I think it's also OK (and healthy) to have multiple string classes, since strings can be used in so many different ways. Ideally you'd want all the different string classes to have the same API, but it's not completely necessary.
Re: Strings and blobs need different APIs
Date: 2007-09-19 07:33 (UTC)Manipulating strings is a fundamental part of writing software, and any language that doesn't provide a suitable abstraction for doing so is quite simply going to fail. By getting rid of built-in string types, all you're doing is shifting around the cognitive load.

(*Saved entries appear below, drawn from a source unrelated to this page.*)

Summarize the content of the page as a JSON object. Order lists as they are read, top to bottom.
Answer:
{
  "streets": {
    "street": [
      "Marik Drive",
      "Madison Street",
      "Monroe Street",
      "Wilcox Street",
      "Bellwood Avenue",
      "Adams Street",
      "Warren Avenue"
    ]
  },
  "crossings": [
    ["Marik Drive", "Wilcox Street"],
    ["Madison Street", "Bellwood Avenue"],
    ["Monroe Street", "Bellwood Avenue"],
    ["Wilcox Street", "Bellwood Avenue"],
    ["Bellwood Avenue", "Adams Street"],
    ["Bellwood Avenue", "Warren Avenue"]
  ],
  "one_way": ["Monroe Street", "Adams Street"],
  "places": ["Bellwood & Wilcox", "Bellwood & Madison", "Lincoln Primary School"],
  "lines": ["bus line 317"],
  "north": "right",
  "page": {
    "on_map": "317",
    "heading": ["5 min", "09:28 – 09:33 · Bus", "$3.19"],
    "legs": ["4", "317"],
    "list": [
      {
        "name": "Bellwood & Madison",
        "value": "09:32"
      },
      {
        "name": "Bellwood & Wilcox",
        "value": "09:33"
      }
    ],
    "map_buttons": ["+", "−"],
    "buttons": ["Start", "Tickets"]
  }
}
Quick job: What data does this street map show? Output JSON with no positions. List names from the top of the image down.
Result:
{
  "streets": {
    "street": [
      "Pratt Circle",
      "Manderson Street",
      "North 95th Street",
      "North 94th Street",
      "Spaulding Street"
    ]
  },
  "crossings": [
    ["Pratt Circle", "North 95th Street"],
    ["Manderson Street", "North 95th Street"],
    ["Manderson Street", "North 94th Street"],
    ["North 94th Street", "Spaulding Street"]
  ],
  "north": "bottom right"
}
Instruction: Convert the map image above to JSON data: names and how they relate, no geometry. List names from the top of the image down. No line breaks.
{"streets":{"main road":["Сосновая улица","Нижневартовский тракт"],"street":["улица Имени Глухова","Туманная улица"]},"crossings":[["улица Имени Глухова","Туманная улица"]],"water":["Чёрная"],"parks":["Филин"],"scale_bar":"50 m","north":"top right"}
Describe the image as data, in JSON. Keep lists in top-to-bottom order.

The problem here, I think, is that C strings are a terrible starting-point for any discussion of how to do things better. If all you have to start with is a dumb byte-sequence that just happens to be called "string" for historical reasons, then choosing to go back to treating it like a dumb byte sequence seems like a good idea. :)
Re: Strings and blobs need different APIs
Date: 2007-09-20 08:26 (UTC)no subject
Date: 2007-09-17 11:56 (UTC)aiming to encourage a style of string manipulation more like perl's than C's
This seems like a good way to sell the idea, given that people are often happy (rightly or not!) with their quick-fix solutions to their character encoding problems.
no subject
Date: 2007-09-17 22:07 (UTC)The standard C library functions strcmp, strncpy and snprintf were also useful. For video game localization, there's not much in the way of sophisticated string processing to do.